O dia em que Elon Musk e o STF farão as pazes
Não será estranho se os ministros do Supremo e o dono do X daqui a pouco fizerem as pazes. O bilionário tem uma empresa que pretende fazer voos comerciais para o espaço sideral
Um evento em Londres, dois em Madri, compõem a agenda dos ministros Dias Toffoli e Gilmar Mendes (à direita na foto) em menos de 15 dias. A reportagem está na Folha de S. Paulo.
Essa estimulante jornada intelectual (sim, contém ironia) começou na última sexta, 26, quando ambos participaram de um seminário organizado pelo Grupo Voto, de empresárias e executivas, na capital do Reino Unido. O ministro Alexandre de Moraes (à esquerda na foto), colega de ambos, também estava presente, além do procurador-geral da República, Paulo Gonet, e de autoridades do governo e de outros tribunais.
O primeiro compromisso na capital espanhola ocorrerá na próxima sexta, 3. Trata-se de um fórum sobre transformação digital e democracia, que tem o Instituto de Direito Público (IDP), faculdade de que Gilmar é dono, entre os patrocinadores. Dessa vez, Kassio Nunes Marques é o colega que os acompanha, juntamente com Gonet e ministros do STJ.
Maratona no exterior
Depois disso, entre os dias 6 e 8, as palestras são organizadas pela Ordem dos Advogados do Brasil (OAB), que pretende discutir segurança jurídica e tributação. Todos os nomes mencionados acima, exceto Moraes, estarão presentes. Mas o presidente do STF, Luís Roberto Barroso, se juntará ao grupo. Mais uma vez, integrantes de diversos tribunais brasileiros vão comparecer.
Toda essa maratona de eventos no exterior levanta dúvidas sobre o financiamento das viagens. A Folha encaminhou pergunta ao STF, que disse não custear passagem e estadia nesse tipo de evento. É o caso de perguntar se o mesmo vale para a PGR e para outros tribunais que enviam representantes.

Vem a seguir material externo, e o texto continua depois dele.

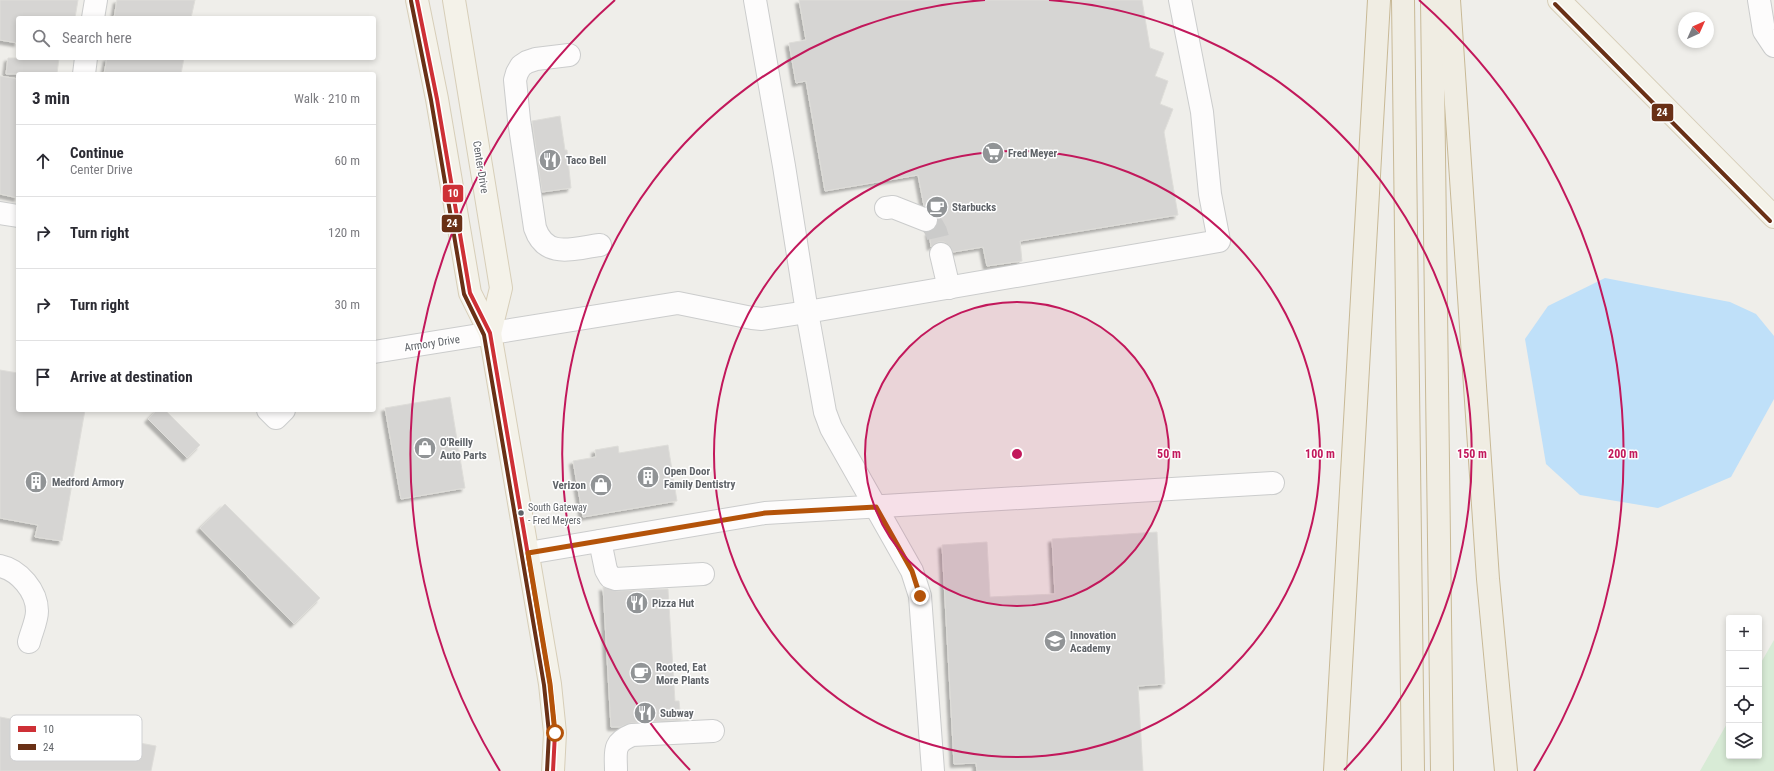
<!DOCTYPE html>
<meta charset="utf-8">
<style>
:root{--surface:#fff;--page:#f2f2f3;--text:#2b2b33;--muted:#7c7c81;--line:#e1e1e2}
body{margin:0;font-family:"Roboto Condensed",sans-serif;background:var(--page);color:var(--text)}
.controls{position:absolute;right:12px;bottom:12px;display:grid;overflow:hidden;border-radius:4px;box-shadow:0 2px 6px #0003}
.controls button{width:36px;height:36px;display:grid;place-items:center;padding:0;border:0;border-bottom:1px solid var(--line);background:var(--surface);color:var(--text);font:20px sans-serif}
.compass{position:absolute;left:1678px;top:12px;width:36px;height:36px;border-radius:50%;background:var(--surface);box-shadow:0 2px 6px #0003;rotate:45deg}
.stop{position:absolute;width:12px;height:12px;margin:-9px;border:3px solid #b45309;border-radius:50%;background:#fff}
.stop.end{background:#b45309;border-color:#fff;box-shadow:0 1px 4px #0008}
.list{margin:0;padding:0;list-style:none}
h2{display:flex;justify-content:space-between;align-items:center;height:52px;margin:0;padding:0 16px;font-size:17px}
h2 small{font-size:13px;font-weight:400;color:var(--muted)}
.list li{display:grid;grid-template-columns:26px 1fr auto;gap:12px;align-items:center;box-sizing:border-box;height:72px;padding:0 16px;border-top:1px solid var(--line)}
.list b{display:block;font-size:15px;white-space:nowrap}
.list p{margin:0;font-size:13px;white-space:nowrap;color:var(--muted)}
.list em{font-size:13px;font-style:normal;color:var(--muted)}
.icon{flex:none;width:22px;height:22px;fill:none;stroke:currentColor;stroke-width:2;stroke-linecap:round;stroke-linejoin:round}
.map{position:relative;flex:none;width:1774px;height:771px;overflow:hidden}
.search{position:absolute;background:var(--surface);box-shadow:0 2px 6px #0003;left:16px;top:16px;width:360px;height:44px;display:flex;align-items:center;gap:10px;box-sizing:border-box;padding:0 14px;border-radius:4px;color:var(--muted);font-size:15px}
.panel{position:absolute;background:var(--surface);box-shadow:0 2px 6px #0003;left:16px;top:72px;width:360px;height:340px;border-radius:4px}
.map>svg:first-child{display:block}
</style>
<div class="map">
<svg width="1774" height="771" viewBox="0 0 1774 771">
<defs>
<filter id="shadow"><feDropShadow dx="-3.5" dy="3.5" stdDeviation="1" flood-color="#0004"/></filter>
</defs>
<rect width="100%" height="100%" fill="#efeeea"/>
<polygon fill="#d8ebd6" points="1774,640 1774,771 1700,771 1729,720 1729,756 1759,756 1759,666"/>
<polygon fill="#bfe0f9" points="1605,278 1730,302 1756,314 1774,336 1774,399 1731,477 1658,508 1580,495 1546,464 1525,339 1548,306"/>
<g fill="#d6d5d3" stroke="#deddd9" filter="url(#shadow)">
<polygon points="0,0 78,0 75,18 18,18 18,43 0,40"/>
<polygon points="117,0 195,0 191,18 114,18"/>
<polygon points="799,0 1142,0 1150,48 1164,53 1155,76 1168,81 1160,104 1173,109 1164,132 1178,215 1020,241 1022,261 987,266 983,247 953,252 950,246 944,242 938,242 931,247 929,232 934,230 937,225 938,218 936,212 924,206 918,175 825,191 806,81 796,83 789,43 806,40"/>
<polygon points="8,58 59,58 57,74 6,74"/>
<polygon points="107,58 184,58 181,74 104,74"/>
<polygon points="0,76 18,79 18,198 0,194"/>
<polygon points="560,116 565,150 567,150 571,188 542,192 532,121"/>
<polygon points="0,370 18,373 18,410 85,410 62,541 35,537 38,525 0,518"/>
<polygon points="450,397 465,488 401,499 385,408"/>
<polygon points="157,410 165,410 200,445 187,458 148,419"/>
<polygon points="668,445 677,501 583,517 573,461 596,457 595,450 618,446 619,453"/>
<polygon points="225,504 320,598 294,624 200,528"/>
<polygon points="1157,532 1165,684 1138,686 1143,771 977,771 976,763 954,764 942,545 987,542 990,597 1055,594 1052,539"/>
<polygon points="603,587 617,591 668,589 675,701 679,701 681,720 631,723 620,727 611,727"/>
<polygon points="0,717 156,746 151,771 0,771"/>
</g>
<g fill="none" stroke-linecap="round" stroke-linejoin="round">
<path stroke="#cbcbca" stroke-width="22" stroke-dasharray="22 11" stroke-linecap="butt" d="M 926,220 C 939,227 938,241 941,254"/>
<g stroke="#cbcccc" stroke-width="24">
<g id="minor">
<polyline points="755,0 784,166 807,312 825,412 831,428 912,571 920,596 933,771"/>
<polyline points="1759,0 1764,31 1774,46"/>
<polyline points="93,18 96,0"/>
<path d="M 569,55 L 536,59 L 527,62 L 521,66 L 517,73 L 515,80 L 519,120 L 535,228 C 546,260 574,248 600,245"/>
<polyline points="84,74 86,58"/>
<polyline points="886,208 893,207 926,220"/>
<polyline points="0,213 18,216"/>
<polyline points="941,254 949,288"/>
<polyline points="374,352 678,303 752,318 762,319 807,312 1219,241 1210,194 1202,112 1180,0"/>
<polyline points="268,410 276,418 284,410"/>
<polyline points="600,541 606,570 610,577 616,579 703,574"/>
<polyline points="528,553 765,513 1273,483"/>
<path d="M 0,566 C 19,570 37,591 37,611 C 37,621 31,633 29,642"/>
<path d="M 616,771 C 616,752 612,743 632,735 L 713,731"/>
</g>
</g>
<g stroke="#d7ceb8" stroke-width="24">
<g id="major">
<polyline points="417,0 437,99 470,293 490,333 497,374 550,684 555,733 553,771"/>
<polyline points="454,0 501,288 490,333"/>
<polyline points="1559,0 1774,217"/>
</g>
</g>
<g stroke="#c8b996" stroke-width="24">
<g id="highway">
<polyline points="1403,0 1413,771"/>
<polyline points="1432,0 1442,771"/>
<polyline points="1449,0 1488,579 1506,771"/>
<polyline points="1335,771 1379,0"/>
</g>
</g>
<use href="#minor" stroke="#fdfcfc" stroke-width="22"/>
<use href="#major" stroke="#f4f2e9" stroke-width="22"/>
<use href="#highway" stroke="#f0ede3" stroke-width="22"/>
<g stroke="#fff" stroke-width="7">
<polyline id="bus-1" points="417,0 437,99 470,293 490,333 550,684 555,733 553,771"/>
</g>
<g stroke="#fff" stroke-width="7">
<g id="bus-2">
<polyline points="411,1 431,100 464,294 484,335 544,685 549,733 547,771"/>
<polyline points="1555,4 1770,221"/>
</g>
</g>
<use href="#bus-1" stroke="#ce3036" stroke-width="4"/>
<use href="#bus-2" stroke="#693016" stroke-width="4"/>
</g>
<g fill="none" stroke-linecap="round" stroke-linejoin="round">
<polyline stroke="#b45309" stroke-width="5" points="555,733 550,684 528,553 765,513 876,507 912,571 920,596"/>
</g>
<circle cx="1017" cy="454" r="152" fill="#c2185b" fill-opacity=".12"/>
<g fill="none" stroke="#c2185b" stroke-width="2">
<circle cx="1017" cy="454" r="152"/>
<circle cx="1017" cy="454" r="303"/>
<path d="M690 770A455 455 0 0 1 985 0M1049 0A455 455 0 0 1 1344 770"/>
<path d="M500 771A606 606 0 0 1 615 0M1419 0A606 606 0 0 1 1534 771"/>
</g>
<defs>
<g id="supermarket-disc" transform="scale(1.15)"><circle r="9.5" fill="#919496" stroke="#fff"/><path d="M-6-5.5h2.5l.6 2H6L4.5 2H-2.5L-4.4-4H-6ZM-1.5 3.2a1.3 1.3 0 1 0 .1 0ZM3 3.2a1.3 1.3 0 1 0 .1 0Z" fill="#fff"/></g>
<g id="restaurant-disc" transform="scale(1.15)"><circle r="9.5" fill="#919496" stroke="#fff"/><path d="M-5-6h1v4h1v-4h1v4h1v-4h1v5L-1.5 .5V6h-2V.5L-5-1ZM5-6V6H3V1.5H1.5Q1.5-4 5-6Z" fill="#fff"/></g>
<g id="cafe-disc" transform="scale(1.15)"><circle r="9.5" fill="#919496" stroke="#fff"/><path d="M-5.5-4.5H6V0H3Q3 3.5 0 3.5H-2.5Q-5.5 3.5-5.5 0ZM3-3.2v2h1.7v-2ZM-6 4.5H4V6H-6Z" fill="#fff"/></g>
<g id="shop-disc" transform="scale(1.15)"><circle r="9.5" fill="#919496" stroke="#fff"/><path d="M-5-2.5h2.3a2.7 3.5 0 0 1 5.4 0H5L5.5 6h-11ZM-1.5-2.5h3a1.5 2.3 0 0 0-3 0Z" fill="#fff"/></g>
<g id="building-disc" transform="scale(1.15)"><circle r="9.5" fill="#919496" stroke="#fff"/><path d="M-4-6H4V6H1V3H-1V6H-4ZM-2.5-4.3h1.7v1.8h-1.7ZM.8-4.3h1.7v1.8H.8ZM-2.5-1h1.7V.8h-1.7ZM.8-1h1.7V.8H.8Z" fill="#fff"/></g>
<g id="school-disc" transform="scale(1.15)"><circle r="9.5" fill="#919496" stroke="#fff"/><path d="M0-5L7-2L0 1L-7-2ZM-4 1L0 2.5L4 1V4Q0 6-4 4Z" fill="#fff"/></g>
</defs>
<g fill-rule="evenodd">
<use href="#supermarket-disc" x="993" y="153"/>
<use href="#restaurant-disc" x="550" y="160"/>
<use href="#cafe-disc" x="937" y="207"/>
<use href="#shop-disc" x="425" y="448"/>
<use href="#building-disc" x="648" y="477"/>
<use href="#building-disc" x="36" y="482"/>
<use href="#shop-disc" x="601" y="485"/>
<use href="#restaurant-disc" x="637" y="603"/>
<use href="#school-disc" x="1055" y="641"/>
<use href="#cafe-disc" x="641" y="673"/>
<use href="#restaurant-disc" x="645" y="713"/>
</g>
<circle fill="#5f6368" stroke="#fff" stroke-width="1.5" cx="521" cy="513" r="3.5"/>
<g text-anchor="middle" stroke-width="3" stroke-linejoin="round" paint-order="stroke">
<g font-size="10" fill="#5f6368" stroke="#fff" text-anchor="start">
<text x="528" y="511">South Gateway<tspan x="528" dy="13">- Fred Meyers</tspan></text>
</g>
<g font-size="11" font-weight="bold" fill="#5f6368" stroke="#fff" text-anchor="start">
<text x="1008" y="157">Fred Meyer</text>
<text x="566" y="164">Taco Bell</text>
<text x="952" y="211">Starbucks</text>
<text x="440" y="446">O'Reilly<tspan x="440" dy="13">Auto Parts</tspan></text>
<text x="664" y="475">Open Door<tspan x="664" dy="13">Family Dentistry</tspan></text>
<text x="52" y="486">Medford Armory</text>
<text x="586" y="489" text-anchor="end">Verizon</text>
<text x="652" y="607">Pizza Hut</text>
<text x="1070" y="639">Innovation<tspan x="1070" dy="13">Academy</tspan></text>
<text x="656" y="671">Rooted, Eat<tspan x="656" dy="13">More Plants</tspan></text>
<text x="660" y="717">Subway</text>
</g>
<g font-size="11" fill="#5f6368" stroke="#fff">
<text transform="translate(481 167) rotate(81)" y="4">Center Drive</text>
<text transform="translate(432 343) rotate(-9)" y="4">Armory Drive</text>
</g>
</g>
<rect x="10" y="715" width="132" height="46" rx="6" fill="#fff" stroke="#cfd0d2" stroke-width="1"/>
<rect x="18" y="726" width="18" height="6" fill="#ce3036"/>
<rect x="18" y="744" width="18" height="6" fill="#693016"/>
<g font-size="11" fill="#5f6368">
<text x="43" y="733">10</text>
<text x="43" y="751">24</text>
</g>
<circle cx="1017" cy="454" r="6" fill="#c2185b" stroke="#fff" stroke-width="2"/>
<g font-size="12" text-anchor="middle" font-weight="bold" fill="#c2185b" stroke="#fff" stroke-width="3" stroke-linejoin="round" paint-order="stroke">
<text x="1169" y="458">50 m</text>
<text x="1320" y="458">100 m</text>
<text x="1472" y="458">150 m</text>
<text x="1623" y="458">200 m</text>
</g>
<g stroke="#fff" stroke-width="1.5">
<rect x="1651" y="103" width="23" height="19" rx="4" fill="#693016"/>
<rect x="442" y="184" width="22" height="19" rx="4" fill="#ce3036"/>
<rect x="441" y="214" width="22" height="19" rx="4" fill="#693016"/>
</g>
<g font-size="11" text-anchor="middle" font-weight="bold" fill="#fff">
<text x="1662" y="116">24</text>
<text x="453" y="197">10</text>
<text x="452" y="227">24</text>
</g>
</svg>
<div class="controls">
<button>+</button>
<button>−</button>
<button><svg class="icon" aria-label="locate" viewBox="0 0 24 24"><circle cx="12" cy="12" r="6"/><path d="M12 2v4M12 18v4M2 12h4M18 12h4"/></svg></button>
<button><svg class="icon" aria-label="layers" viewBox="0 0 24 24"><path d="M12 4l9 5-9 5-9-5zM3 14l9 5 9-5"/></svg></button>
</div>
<svg class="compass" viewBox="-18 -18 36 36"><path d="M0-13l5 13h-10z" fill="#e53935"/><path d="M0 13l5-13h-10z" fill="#7c7c81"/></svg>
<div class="stop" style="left:555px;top:733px"></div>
<div class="stop end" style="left:920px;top:596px"></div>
<div class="search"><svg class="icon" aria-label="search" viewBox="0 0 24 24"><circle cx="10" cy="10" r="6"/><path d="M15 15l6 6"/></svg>Search here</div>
<section class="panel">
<h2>3 min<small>Walk · 210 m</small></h2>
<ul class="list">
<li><svg class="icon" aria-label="ahead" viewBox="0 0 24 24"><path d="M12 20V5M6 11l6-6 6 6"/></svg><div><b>Continue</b><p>Center Drive</p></div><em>60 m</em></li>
<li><svg class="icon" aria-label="right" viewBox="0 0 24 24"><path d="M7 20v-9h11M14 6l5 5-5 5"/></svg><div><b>Turn right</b></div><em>120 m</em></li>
<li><svg class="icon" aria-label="right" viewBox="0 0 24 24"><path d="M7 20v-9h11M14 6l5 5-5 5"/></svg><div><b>Turn right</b></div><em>30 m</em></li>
<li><svg class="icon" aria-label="arrive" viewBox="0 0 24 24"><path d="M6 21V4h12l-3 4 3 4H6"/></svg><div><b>Arrive at destination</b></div></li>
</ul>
</section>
</div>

Mas essa não é a única questão relevante. Cada vez mais, parece que a “elite” jurídica e empresarial brasileira só se sente à vontade para discutir o Brasil bem longe daqui, no hemisfério norte.
Tradição
Alguns encontros já se tornaram tradicionais, como aquele organizado pelo IDP em Lisboa, que caminha para sua décima segunda edição neste ano. É comum que empresários com causas complicadas nos tribunais superiores sejam vistos cochilando nos seminários e confraternizando animadamente com os ministros nas festas que vêm depois.
Uma década atrás, era comum ver empresas patrocinarem encontros com magistrados em resorts brasileiros. Isso parece ter se tornado démodé, coisa de jeca. Só mesmo os Estados Unidos ou países da Europa parecem oferecer o encapsulamento adequado para esse tipo de relacionamento.
Passagens de avião não são baratas, ainda mais se executivas ou de primeira classe. Mas as causas que tramitam nos tribunais podem envolver milhões e milhões de reais. O acesso ao ouvido dos juízes, para transmitir ideias, ou o acesso antecipado ao seu entendimento sobre questões que afetam a economia e os negócios, têm valor inestimável. Isso é o que preocupa nessas reuniões, mais ainda do que a questão de quem paga a passagem.
Grupo Voto
No evento do Grupo Voto, na semana passada, a imprensa foi barrada. Não pôde assistir às palestras e nem sequer ter acesso ao andar do hotel luxuoso onde elas aconteciam. Isso trouxe à superfície, de maneira brusca, a motivação profunda, não declarada, desse tipo de encontro realizado no exterior: tornar o acesso privilegiado ainda mais privilegiado, o exclusivo ainda mais exclusivo.
Busca-se privatizar completamente o trato com as autoridades – de tal forma que nem mesmo as suas falas iniciais, em geral anódinas, se tornam conhecidas.
O mundo atual é conectado demais para que a privacidade seja absoluta, como gostariam as partes. O Brasil sempre tenta meter o bedelho, como fizeram os jornalistas em Londres, na semana passada, ou comparece com os seus maus bofes, como fizeram manifestantes às vésperas das eleições de 2022, em Nova York, assediando ministros do STF que visitavam a cidade para participar de um almoço do Lide, a empresa de promoção de eventos e lobby do ex-governador de São Paulo João Doria.
“Pensar o Brasil” em lugares onde os brasileiros mais precisam de justiça e soluções práticas para suas vidas talvez trouxesse resultados, mas não seria confortável.
Assim, deve-se esperar a busca por localidades cada vez mais distantes e insuladas onde autoridades e iniciativa privada possam criar seus grandes projetos para o país.
Talvez chegue o dia em que o STF e Elon Musk façam as pazes. O bilionário tem uma empresa que pretende levar gente fina ao espaço sideral em voos comerciais.